- **Required action**
Copy down all of the data underneath, exactly as shown.

- **Source data**
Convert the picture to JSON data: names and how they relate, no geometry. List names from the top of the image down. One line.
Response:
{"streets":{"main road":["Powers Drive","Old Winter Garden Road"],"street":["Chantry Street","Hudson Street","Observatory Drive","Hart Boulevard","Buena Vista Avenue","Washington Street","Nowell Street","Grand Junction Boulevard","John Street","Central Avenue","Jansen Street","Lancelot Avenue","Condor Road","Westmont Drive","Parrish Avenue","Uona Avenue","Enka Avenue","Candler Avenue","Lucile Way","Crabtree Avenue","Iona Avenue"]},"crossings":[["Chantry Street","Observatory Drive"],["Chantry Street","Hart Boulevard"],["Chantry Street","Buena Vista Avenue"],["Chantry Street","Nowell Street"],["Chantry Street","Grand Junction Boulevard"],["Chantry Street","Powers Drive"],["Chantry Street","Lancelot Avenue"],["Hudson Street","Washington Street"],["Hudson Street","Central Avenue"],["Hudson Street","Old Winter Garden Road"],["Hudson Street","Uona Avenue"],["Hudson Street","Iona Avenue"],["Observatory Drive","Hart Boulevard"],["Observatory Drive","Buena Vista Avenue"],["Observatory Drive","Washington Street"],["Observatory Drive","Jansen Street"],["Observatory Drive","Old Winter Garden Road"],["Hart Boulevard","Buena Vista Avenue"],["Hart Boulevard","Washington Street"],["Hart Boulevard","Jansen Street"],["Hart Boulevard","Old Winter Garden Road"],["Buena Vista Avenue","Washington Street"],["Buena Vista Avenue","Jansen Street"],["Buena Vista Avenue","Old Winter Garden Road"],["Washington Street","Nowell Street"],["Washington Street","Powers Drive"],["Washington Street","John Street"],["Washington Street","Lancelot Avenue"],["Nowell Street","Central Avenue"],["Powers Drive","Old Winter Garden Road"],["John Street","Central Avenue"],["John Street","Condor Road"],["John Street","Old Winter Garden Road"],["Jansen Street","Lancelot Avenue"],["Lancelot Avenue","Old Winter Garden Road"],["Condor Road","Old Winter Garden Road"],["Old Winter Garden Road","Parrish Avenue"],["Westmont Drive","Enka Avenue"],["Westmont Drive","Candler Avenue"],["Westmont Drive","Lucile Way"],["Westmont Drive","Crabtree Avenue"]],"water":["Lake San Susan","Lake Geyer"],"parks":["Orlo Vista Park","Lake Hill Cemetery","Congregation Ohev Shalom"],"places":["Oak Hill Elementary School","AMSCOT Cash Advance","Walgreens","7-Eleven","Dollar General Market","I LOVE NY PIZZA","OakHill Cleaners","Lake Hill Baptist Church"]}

- **Exercise output**
Convert the picture to JSON data: names and how they relate, no geometry. List names from the top of the image down. One line.
Response:
{"streets":{"main road":["Powers Drive","Old Winter Garden Road"],"street":["Chantry Street","Hudson Street","Observatory Drive","Hart Boulevard","Buena Vista Avenue","Washington Street","Nowell Street","Grand Junction Boulevard","John Street","Central Avenue","Jansen Street","Lancelot Avenue","Condor Road","Westmont Drive","Parrish Avenue","Uona Avenue","Enka Avenue","Candler Avenue","Lucile Way","Crabtree Avenue","Iona Avenue"]},"crossings":[["Chantry Street","Observatory Drive"],["Chantry Street","Hart Boulevard"],["Chantry Street","Buena Vista Avenue"],["Chantry Street","Nowell Street"],["Chantry Street","Grand Junction Boulevard"],["Chantry Street","Powers Drive"],["Chantry Street","Lancelot Avenue"],["Hudson Street","Washington Street"],["Hudson Street","Central Avenue"],["Hudson Street","Old Winter Garden Road"],["Hudson Street","Uona Avenue"],["Hudson Street","Iona Avenue"],["Observatory Drive","Hart Boulevard"],["Observatory Drive","Buena Vista Avenue"],["Observatory Drive","Washington Street"],["Observatory Drive","Jansen Street"],["Observatory Drive","Old Winter Garden Road"],["Hart Boulevard","Buena Vista Avenue"],["Hart Boulevard","Washington Street"],["Hart Boulevard","Jansen Street"],["Hart Boulevard","Old Winter Garden Road"],["Buena Vista Avenue","Washington Street"],["Buena Vista Avenue","Jansen Street"],["Buena Vista Avenue","Old Winter Garden Road"],["Washington Street","Nowell Street"],["Washington Street","Powers Drive"],["Washington Street","John Street"],["Washington Street","Lancelot Avenue"],["Nowell Street","Central Avenue"],["Powers Drive","Old Winter Garden Road"],["John Street","Central Avenue"],["John Street","Condor Road"],["John Street","Old Winter Garden Road"],["Jansen Street","Lancelot Avenue"],["Lancelot Avenue","Old Winter Garden Road"],["Condor Road","Old Winter Garden Road"],["Old Winter Garden Road","Parrish Avenue"],["Westmont Drive","Enka Avenue"],["Westmont Drive","Candler Avenue"],["Westmont Drive","Lucile Way"],["Westmont Drive","Crabtree Avenue"]],"water":["Lake San Susan","Lake Geyer"],"parks":["Orlo Vista Park","Lake Hill Cemetery","Congregation Ohev Shalom"],"places":["Oak Hill Elementary School","AMSCOT Cash Advance","Walgreens","7-Eleven","Dollar General Market","I LOVE NY PIZZA","OakHill Cleaners","Lake Hill Baptist Church"]}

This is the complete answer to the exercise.